Cancer Research Takes A Closer Look At Zombie Cells
A new yeast model lets scientists investigate a gene mutation that interferes with DNA duplication, causing massive damage to a cell’s chromosomes, but somehow allowing the cell to keep dividing. The result of the mutation is zombie cells that by all accounts shouldn’t be able to survive, let alone divide, with their chromosomes shattered and strung out between tiny micronuclei.
Sometimes they’re connected to each other by ultrafine DNA bridges. Imagine tearing apart a hot pizza. These DNA bridges are like strings of cheese still draping between the separated pieces.
Often, the micronuclei, which are thought to retain the most damaged portions of the DNA, rejoin the parent nuclei and incorporate mutations into the survivors.
The mutation has been associated with cancer in mice, and micronuclei are often found in human cancer cells. With their new yeast model, researchers hope to learn more about each.
Senior author Susan Forsburg says:
“Using a simple yeast system, we have developed a powerful genetic model to investigate a recently identified characteristic of human cancer cells. This will enable us to rapidly identify genes responsible for this abnormal division.”
Because the genes that regulate division in human and yeast cells are the same, this simple organism provides a tool for human cell discovery, Forsburg says.
DNA is vulnerable to damage when it’s unzipped into two single strands for replication by a cell’s MCM helicase, a cellular component essential to DNA replication.
Typically, the single-stranded DNA triggers repair of damage by special enzymes or, in extreme cases, drives the damaged cell to suicide. Either way, cell division halts while the issue is dealt with.
But in cancer cells, despite the damaged DNA, the cells continue to divide—creating tumors full of genetic mutations.

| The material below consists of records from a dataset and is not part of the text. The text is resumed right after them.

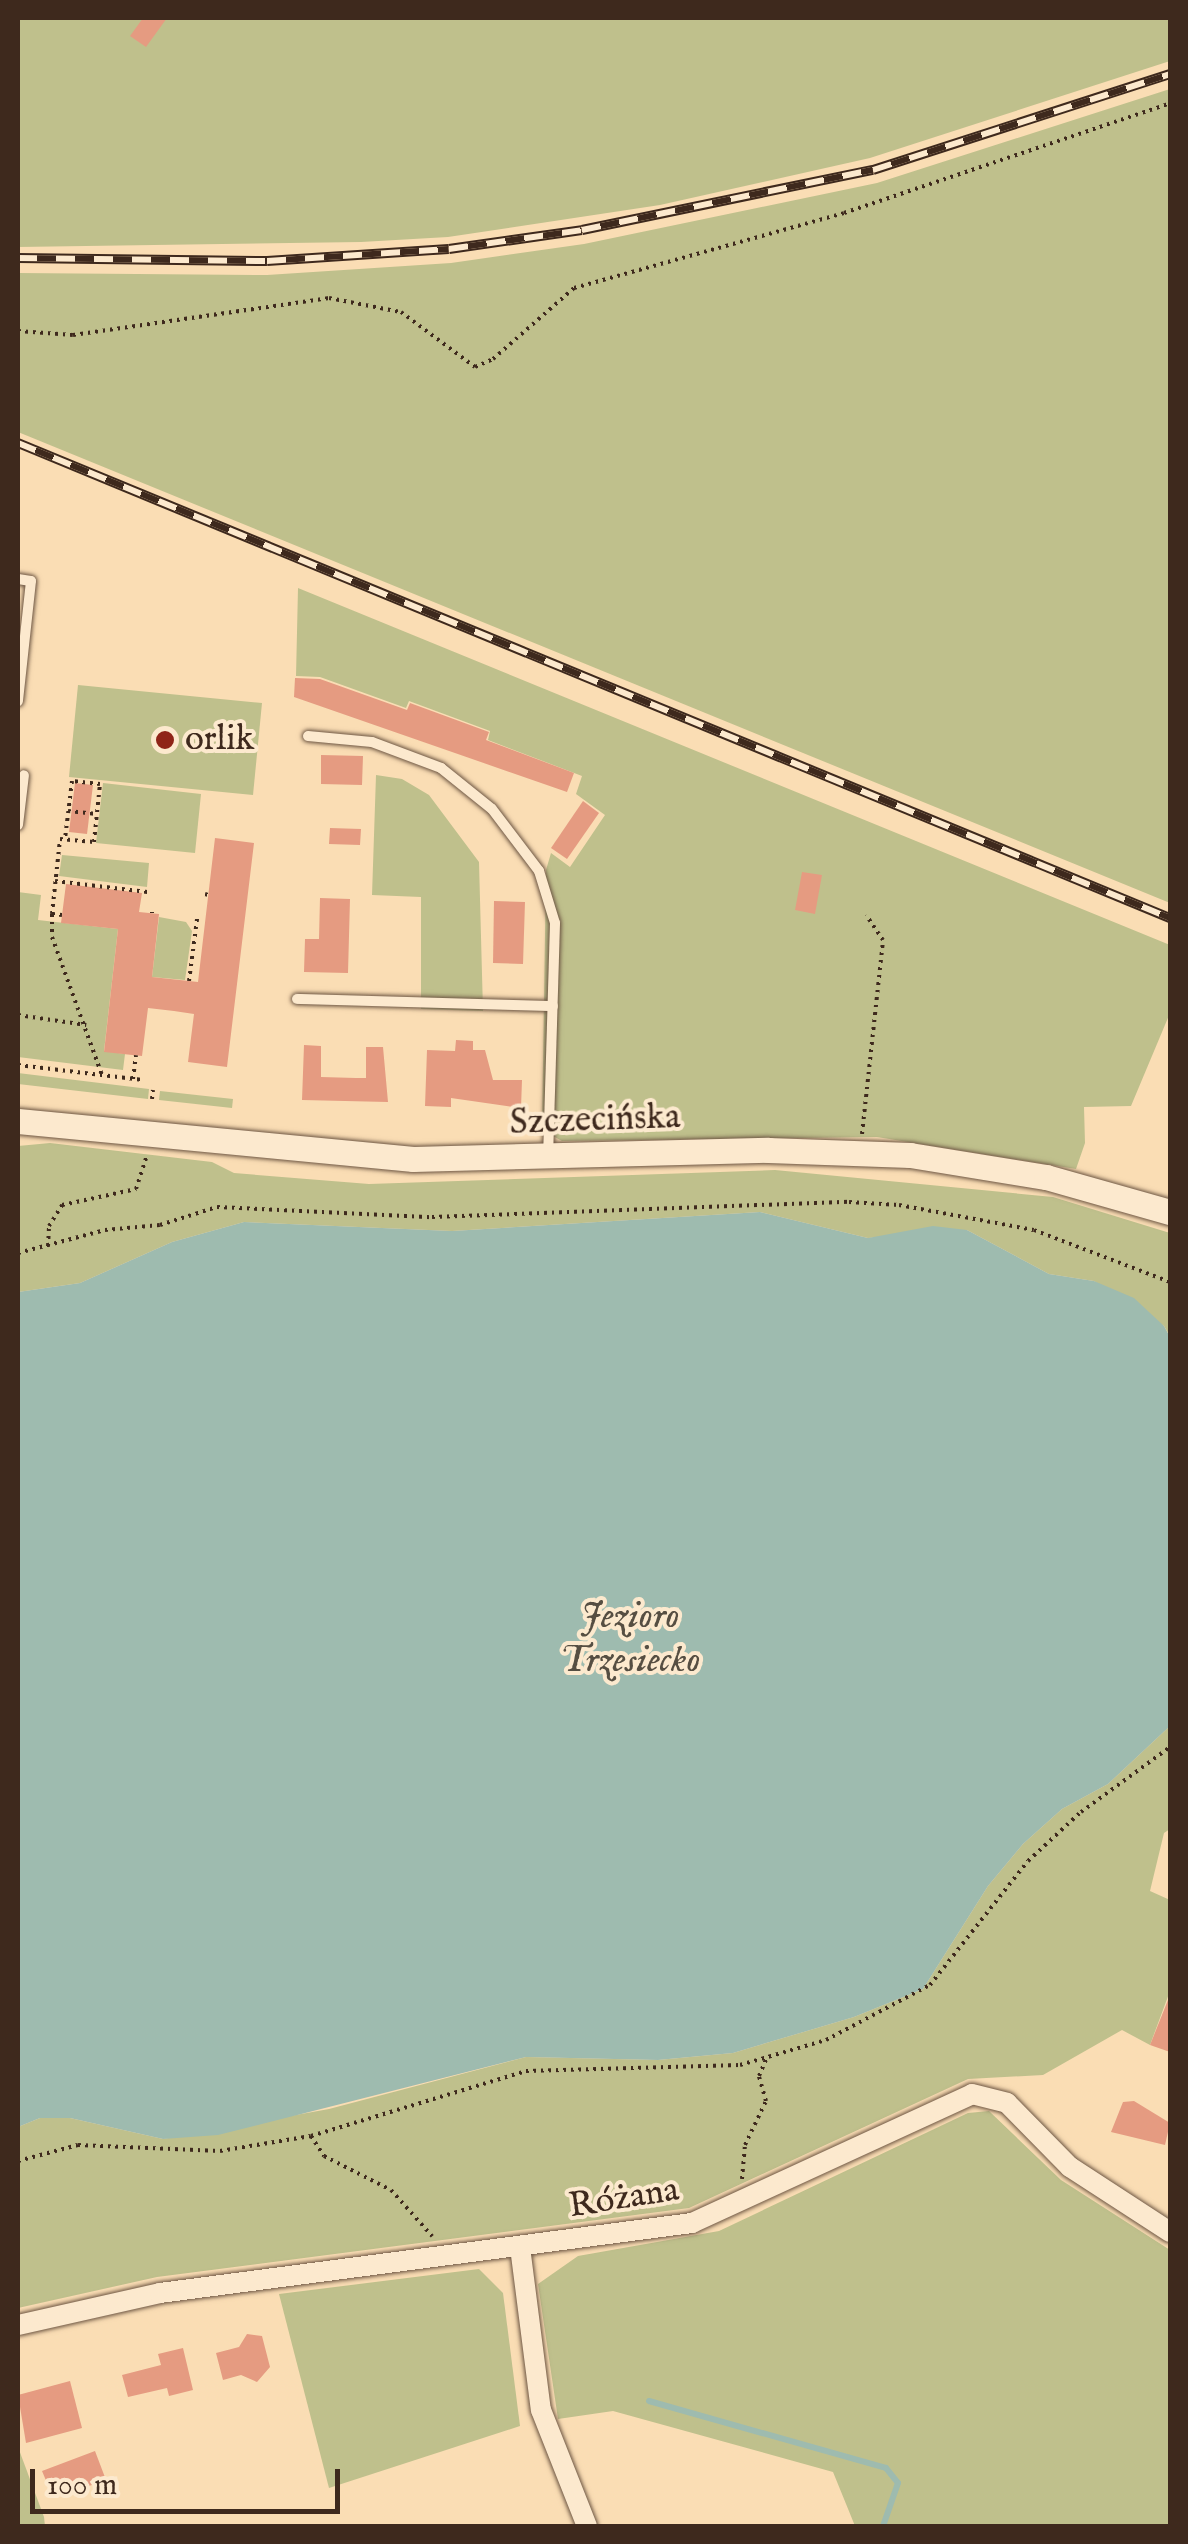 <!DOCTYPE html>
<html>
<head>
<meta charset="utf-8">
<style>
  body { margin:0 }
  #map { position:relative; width:1188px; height:2544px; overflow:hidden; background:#faddb4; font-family:"IM FELL English",serif }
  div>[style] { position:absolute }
  .green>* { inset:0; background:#bfc08c }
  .water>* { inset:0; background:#9ebbaf }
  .stream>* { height:6px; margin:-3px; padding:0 3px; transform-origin:3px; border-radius:3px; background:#9ebbaf }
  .building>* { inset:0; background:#e59b81 }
  .path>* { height:4px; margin-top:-2px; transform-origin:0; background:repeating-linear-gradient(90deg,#3e291d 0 2.5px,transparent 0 7.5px) }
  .roads { filter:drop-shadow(0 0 2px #6d5643) drop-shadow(0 0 2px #6d5643) }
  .service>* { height:10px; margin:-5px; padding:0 5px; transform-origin:5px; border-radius:5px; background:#fce9ce }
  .minor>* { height:20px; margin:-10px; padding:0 10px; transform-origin:10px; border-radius:10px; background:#fce9ce }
  .tertiary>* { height:25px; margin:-12.5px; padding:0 12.5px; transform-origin:12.5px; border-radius:12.5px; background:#fce9ce }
  .rail>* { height:10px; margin-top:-5px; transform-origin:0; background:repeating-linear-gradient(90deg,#fce9ce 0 19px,#3e291d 0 38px); box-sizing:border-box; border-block:2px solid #3e291d }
  .dots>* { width:28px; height:28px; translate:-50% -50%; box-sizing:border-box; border:5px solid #fce9ce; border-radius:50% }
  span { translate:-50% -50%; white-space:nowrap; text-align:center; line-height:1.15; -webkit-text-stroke:8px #fce9ce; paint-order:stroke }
  .poi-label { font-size:35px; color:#3e291d }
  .left { translate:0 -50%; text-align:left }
  .street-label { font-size:35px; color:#3e291d }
  .water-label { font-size:38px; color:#564e42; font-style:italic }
  .frame { position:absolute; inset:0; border:20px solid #3e291d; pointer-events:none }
  .scale { position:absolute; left:30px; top:2469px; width:310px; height:45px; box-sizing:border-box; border:5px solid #3e291d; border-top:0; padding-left:12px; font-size:30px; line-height:35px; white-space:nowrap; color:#3e291d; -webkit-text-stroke:8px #fce9ce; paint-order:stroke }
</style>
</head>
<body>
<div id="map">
  <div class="green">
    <div style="clip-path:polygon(18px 18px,1170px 18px,1170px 61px,870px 158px,660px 205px,448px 237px,361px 242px,18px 247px)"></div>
    <div style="clip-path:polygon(1170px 89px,1170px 903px,18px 432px,18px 273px,267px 275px,451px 263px,584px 244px,877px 183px)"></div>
    <div style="clip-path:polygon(298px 588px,1170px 945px,1170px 1013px,1131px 1106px,1084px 1107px,1085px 1143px,1076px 1169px,877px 1137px,562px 1141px,542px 1130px,546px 870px,551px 853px,570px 867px,605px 815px,576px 794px,582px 776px,488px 740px,490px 731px,409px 701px,406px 708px,320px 677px,296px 676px)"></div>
    <div style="clip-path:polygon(78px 685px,262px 703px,253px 795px,69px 777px)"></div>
    <div style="clip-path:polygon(376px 775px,402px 779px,429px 795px,479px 862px,483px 1011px,421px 1009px,421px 897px,372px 895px)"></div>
    <div style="clip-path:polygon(103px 783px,201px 794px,195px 853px,96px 843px)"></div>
    <div style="clip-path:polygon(62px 855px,149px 863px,147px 887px,59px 876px)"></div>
    <div style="clip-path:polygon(18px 892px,41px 895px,38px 920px,118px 929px,104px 1051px,125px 1054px,123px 1070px,18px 1057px)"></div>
    <div style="clip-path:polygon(159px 917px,186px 922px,192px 931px,185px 980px,152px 977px)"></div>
    <div style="clip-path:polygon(18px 1073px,149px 1089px,148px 1099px,18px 1084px)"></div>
    <div style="clip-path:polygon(160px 1091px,233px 1099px,232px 1108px,159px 1100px)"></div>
    <div style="clip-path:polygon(50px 1143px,212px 1162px,234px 1173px,369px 1184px,775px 1170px,1053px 1197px,1170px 1233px,1170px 1336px,1164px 1326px,1094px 1281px,1049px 1274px,967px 1230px,868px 1238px,760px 1212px,452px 1231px,244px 1222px,172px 1242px,80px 1283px,18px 1292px,18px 1146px)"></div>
    <div style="clip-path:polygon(1170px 1726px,1170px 1829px,1164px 1833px,1150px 1891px,1170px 1900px,1170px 1991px,1150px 2045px,1122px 2030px,1043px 2075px,968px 2079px,689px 2208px,157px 2277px,18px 2308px,18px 2127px,40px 2118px,70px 2118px,163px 2139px,329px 2109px,526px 2057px,658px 2060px,733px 2053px,854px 2017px,923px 1989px,988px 1886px,1023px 1844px,1062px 1809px,1108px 1784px)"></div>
    <div style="clip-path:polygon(989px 2111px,1061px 2180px,1170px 2250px,1170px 2526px,855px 2526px,833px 2472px,613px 2411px,558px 2419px,538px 2284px,578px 2256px,719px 2231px,968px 2113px)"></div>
    <div style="clip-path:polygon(479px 2269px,503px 2293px,520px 2426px,329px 2488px,279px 2294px)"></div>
    <div style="clip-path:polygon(18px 2447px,44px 2517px,45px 2526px,18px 2526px)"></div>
  </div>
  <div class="water">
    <div style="clip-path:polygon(760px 1212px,868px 1238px,933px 1226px,967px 1230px,1049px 1274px,1094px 1281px,1134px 1298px,1164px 1326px,1170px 1337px,1170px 1726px,1108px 1784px,1062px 1809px,1023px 1844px,988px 1886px,923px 1989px,854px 2017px,733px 2053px,658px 2060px,526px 2057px,218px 2135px,163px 2139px,70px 2118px,40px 2118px,18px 2127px,18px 1292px,80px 1283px,172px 1242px,244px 1222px,452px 1231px)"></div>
  </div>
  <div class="stream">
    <div style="left:649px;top:2401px;width:246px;rotate:15.8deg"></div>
    <div style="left:886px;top:2468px;width:19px;rotate:51deg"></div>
    <div style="left:898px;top:2483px;width:46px;rotate:109.2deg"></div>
  </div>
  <div class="building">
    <div style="clip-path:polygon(143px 18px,167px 18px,146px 47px,130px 36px)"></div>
    <div style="clip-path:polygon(295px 678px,320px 679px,407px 710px,410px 703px,489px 732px,486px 740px,574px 773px,567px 792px,294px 697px)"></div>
    <div style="clip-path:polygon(321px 755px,363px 756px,362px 785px,321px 784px)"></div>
    <div style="clip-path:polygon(75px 783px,93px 785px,87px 834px,69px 832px)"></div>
    <div style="clip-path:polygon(583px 801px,599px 813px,567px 859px,551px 848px)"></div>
    <div style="clip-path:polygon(330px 828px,361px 829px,360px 845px,329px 844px)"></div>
    <div style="clip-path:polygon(215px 838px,254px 843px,227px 1067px,188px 1062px,194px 1014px,174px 1011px,148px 1008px,142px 1056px,104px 1052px,118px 929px,61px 923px,66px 884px,142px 893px,139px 912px,159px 914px,152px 977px,198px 982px)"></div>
    <div style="clip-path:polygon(802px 872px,822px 875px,815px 914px,795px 910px)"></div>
    <div style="clip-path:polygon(320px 898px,350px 899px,348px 973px,304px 972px,305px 939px,319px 939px)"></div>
    <div style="clip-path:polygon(494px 901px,525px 902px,523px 964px,493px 963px)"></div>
    <div style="clip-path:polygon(456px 1040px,473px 1041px,473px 1050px,485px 1050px,493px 1080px,522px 1080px,521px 1108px,451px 1098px,451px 1107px,425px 1106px,427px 1050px,455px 1051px)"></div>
    <div style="clip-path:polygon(304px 1045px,321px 1046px,321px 1077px,356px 1078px,366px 1078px,366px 1047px,383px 1047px,388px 1102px,302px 1100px)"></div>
    <div style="clip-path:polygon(1170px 1995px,1170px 2052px,1150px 2045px)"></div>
    <div style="clip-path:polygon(1134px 2101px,1170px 2123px,1165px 2145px,1111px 2132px,1123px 2102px)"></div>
    <div style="clip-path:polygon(247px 2334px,262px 2336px,270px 2367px,257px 2382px,241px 2375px,223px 2380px,216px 2353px,239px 2347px)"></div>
    <div style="clip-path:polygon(183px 2348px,193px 2390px,169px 2396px,167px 2388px,128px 2397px,122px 2375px,161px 2365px,158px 2354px)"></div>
    <div style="clip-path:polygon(70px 2381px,82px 2428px,26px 2443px,18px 2395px)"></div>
    <div style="clip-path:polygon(95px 2451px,106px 2480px,72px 2492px,69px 2483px,50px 2490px,42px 2471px)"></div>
  </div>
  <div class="path">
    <div style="left:18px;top:331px;width:55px;rotate:4.2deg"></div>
    <div style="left:73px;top:335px;width:259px;rotate:-8.2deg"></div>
    <div style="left:329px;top:298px;width:73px;rotate:11deg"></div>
    <div style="left:401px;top:312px;width:92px;rotate:36.6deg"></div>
    <div style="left:475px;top:367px;width:20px;rotate:-24deg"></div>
    <div style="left:493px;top:359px;width:108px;rotate:-41.2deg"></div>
    <div style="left:574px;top:288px;width:280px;rotate:-15.5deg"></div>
    <div style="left:844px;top:213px;width:344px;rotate:-18.6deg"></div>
    <div style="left:68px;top:811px;width:29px;rotate:6deg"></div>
    <div style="left:55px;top:881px;width:93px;rotate:6.8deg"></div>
    <div style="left:205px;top:894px;width:3px;rotate:18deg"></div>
    <div style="left:152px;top:913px;width:1px;rotate:-90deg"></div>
    <div style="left:52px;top:914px;width:23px;rotate:90deg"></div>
    <div style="left:52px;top:937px;width:147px;rotate:70.1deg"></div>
    <div style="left:62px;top:915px;width:10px;rotate:-174deg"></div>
    <div style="left:52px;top:914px;width:75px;rotate:-83.9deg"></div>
    <div style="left:60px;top:839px;width:34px;rotate:5deg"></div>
    <div style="left:94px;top:842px;width:58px;rotate:-84.1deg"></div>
    <div style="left:100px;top:784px;width:28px;rotate:-174deg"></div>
    <div style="left:72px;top:781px;width:58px;rotate:96.9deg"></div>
    <div style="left:189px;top:981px;width:63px;rotate:-82.6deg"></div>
    <div style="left:18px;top:1015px;width:69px;rotate:8.4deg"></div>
    <div style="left:18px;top:1065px;width:126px;rotate:6.8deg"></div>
    <div style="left:133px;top:1079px;width:24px;rotate:-83deg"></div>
    <div style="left:152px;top:1099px;width:9px;rotate:-84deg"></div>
    <div style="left:862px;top:1134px;width:195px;rotate:-83.8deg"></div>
    <div style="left:883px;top:940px;width:30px;rotate:-124deg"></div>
    <div style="left:48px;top:1246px;width:20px;rotate:-87deg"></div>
    <div style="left:49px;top:1226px;width:25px;rotate:-58deg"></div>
    <div style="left:62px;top:1205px;width:76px;rotate:-12.2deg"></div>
    <div style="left:136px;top:1189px;width:35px;rotate:-72deg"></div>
    <div style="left:18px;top:1253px;width:90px;rotate:-14.8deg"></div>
    <div style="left:105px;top:1230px;width:55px;rotate:-5.2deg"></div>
    <div style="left:160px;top:1225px;width:60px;rotate:-17.5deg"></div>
    <div style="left:217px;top:1207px;width:215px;rotate:2.7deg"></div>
    <div style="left:432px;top:1217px;width:417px;rotate:-2.1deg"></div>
    <div style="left:849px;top:1202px;width:50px;rotate:3.4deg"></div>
    <div style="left:899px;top:1205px;width:137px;rotate:10.5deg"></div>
    <div style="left:1034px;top:1230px;width:146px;rotate:20.9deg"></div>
    <div style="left:311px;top:2136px;width:24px;rotate:57deg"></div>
    <div style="left:324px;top:2156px;width:75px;rotate:26.9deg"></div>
    <div style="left:391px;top:2190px;width:62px;rotate:48.3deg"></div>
    <div style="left:18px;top:2161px;width:62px;rotate:-14.9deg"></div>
    <div style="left:78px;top:2145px;width:142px;rotate:2.4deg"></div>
    <div style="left:220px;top:2151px;width:92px;rotate:-9.4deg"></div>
    <div style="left:311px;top:2136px;width:225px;rotate:-16.8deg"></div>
    <div style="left:526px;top:2071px;width:214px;rotate:-1.6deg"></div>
    <div style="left:740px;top:2065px;width:90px;rotate:-16.2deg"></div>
    <div style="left:826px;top:2040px;width:118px;rotate:-27.9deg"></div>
    <div style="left:930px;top:1985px;width:158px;rotate:-51.7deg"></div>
    <div style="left:1028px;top:1861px;width:72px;rotate:-42.8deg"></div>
    <div style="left:1081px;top:1812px;width:110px;rotate:-36.1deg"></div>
    <div style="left:742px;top:2179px;width:34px;rotate:-85deg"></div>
    <div style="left:745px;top:2145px;width:49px;rotate:-64.5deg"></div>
    <div style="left:766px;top:2101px;width:26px;rotate:-106deg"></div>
    <div style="left:759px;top:2076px;width:21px;rotate:-67deg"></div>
  </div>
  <div class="roads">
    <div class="service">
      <div style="left:18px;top:579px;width:13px;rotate:9deg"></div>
      <div style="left:31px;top:581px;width:121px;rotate:96.2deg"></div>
      <div style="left:308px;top:736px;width:64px;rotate:5.4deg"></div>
      <div style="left:372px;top:742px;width:74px;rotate:20.6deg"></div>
      <div style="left:441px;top:768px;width:65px;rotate:38.8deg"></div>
      <div style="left:492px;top:809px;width:78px;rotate:52.8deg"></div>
      <div style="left:539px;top:871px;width:54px;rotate:72.9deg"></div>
      <div style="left:555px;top:923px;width:232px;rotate:91.7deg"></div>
      <div style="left:18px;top:825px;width:50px;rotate:-83.2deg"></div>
      <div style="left:297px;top:999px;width:256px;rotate:1.6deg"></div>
    </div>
    <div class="minor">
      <div style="left:520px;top:2247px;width:164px;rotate:82.7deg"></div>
      <div style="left:541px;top:2410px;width:125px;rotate:68.4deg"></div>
      <div style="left:18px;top:2325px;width:146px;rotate:-12.7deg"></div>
      <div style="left:160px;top:2293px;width:537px;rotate:-7.5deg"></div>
      <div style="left:692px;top:2223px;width:308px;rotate:-24.7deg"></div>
      <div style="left:972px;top:2094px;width:36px;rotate:14deg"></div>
      <div style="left:1007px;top:2103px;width:90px;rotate:45.5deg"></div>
      <div style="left:1070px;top:2167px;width:119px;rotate:33deg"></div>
    </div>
    <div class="tertiary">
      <div style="left:18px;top:1121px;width:397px;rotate:5.5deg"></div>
      <div style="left:413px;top:1159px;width:355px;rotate:-1.5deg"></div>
      <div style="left:768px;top:1150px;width:142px;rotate:2deg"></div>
      <div style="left:910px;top:1155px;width:138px;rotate:9.2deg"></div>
      <div style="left:1046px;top:1177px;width:129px;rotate:15.8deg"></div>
    </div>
  </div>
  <div class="rail">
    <div style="left:18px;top:258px;width:249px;rotate:0.7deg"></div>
    <div style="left:267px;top:261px;width:182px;rotate:-3.8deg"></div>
    <div style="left:449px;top:249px;width:134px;rotate:-8.1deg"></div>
    <div style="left:582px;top:230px;width:297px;rotate:-11.7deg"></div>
    <div style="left:873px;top:170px;width:312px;rotate:-17.9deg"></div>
    <div style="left:18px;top:443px;width:1246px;rotate:22.41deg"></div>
  </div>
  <div class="dots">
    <div style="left:165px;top:740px;background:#8f2418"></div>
  </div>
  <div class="poi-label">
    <span class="left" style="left:185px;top:740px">orlik</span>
  </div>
  <div class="street-label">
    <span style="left:595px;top:1121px;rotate:-2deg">Szczecińska</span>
    <span style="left:624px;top:2199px;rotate:-9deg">Różana</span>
  </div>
  <div class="water-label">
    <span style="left:630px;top:1640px">Jezioro<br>Trzesiecko</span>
  </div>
  <div class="frame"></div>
  <div class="scale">100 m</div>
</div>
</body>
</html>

In this study, a mutation in the yeast’s MCM helicase triggered responses similar to those in mammals where mutations in this gene are associated with cancer and the formation of micronuclei.
Mutations on Video
To study the phenomenon, Forsburg and lead author Sarah Sabatinos collected videos of the damaged cells dividing so that they could maintain continuous monitoring of individual cells and record cell division from beginning to end.
They watched what happened in the mutant in real time and then used a super-resolution microscope that generates 3D images of objects at the nanometer scale to examine the damaged structures in crisp detail.
Says Sabatinos, who conducted the study as a postdoctoral researcher at USC. She is now an assistant professor at Ryerson University in Toronto:
“The devil’s in the division. In real time, we’re able to see that these mutant cells ignore the damage caused during DNA replication, which results in the creation of unusual structures like micronuclei.”
The work will inform future studies into how a cancer cell evades biological checkpoints that should halt its division and spread.